The new law, finalized on January 4, follows reporting from Oregon Public Broadcasting and ProPublica in 2023 which highlighted the risks and costs associated with the Corps’ plan. The agency is projected to lose $700 million over 30 years producing hydropower, and a scientific study found that the type of solutions the Corps is proposing would not stop the extinction of endangered salmon.
The mandate says the Corps must shelve designs for its fish catchers — essentially massive floating vacuum cleaners expected to cost between $170 million and $450 million each — until it finishes studying what it would look like the river system without hydroelectricity. The Corps must then include this scenario in its long-term designs for the river.
Congress’ new direction has the potential to transform the river that feeds Oregon’s famous and lush Willamette Valley. This is a step toward draining reservoirs behind dams and bringing water levels closer to those of an undammed river.
“There is a very real and very viable solution, and we need to implement it as soon as possible,” said Kathleen George, a council member for the Confederated Tribes of the Grand Ronde, which has fished the Willamette for thousands of years. years. They urged the Corps to return the river closer to its natural flow.
George credited the OPB and ProPublica reports and said she believed that without additional public pressure, the Corps would have continued to block already overdue studies.
“Our salmon heritage is literally on the line,” she said.
Asked how the Corps planned to respond to Congress, spokesman Kerry Solan said in a statement that the agency was still reviewing the language of the bill.
The 13 dams on the Willamette and its tributaries were built with the primary purpose of holding back floodwaters in Oregon’s most populated valley, which includes the city of Portland. Equipped with high concrete walls, they do not have lanes reserved for migrating salmon.

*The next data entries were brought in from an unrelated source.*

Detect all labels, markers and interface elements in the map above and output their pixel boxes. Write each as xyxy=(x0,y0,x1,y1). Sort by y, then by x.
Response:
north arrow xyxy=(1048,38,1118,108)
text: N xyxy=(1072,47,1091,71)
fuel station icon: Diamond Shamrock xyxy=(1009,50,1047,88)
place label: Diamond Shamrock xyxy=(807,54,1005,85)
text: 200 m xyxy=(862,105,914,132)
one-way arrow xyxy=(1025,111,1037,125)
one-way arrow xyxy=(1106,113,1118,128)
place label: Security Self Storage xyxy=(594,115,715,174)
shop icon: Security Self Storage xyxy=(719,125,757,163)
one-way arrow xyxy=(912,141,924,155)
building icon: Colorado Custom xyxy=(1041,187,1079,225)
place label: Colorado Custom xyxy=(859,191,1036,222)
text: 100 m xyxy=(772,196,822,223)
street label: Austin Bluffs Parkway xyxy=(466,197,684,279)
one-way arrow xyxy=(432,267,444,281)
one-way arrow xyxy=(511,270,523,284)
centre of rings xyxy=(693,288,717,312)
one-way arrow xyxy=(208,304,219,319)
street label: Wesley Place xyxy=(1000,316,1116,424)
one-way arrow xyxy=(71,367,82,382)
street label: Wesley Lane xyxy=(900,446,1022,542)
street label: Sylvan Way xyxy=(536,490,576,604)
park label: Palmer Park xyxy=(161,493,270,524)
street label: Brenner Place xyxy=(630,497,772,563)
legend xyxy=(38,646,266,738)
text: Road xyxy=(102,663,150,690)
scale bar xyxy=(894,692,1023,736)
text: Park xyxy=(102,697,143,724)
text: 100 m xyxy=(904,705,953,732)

Draining the reservoirs into the river channel would allow salmon to pass through as much as before the dams. This would leave less water for boating and irrigation during normal periods of rain and snow, but it would allow more water to be retained in the event of a major flood. And the power industry says running hydroelectric turbines on Willamette dams, unlike lucrative hydroelectric dams on the greater Columbia and Snake rivers in the Northwest, doesn’t make financial sense.
Dams generate less than 1% of the Northwest’s electricity, enough to power about 100,000 homes. But lighting a home with electricity from Willamette dams costs about five times as much as dams on the Northwest’s largest rivers.
Congress directed the Corps in 2020 and 2022 to study the possibility of shutting down its hydroelectric turbines on the Willamette. The agency missed deadlines for these studies while pursuing a 30-year plan for river development including hydroelectricity.
Oregon Rep. Val Hoyle, a Democrat whose district includes much of the Willamette River Valley, said in an emailed statement that it was “unacceptable” for the Corps to go before without first conducting an in-depth study on the end of hydroelectricity requested by legislators.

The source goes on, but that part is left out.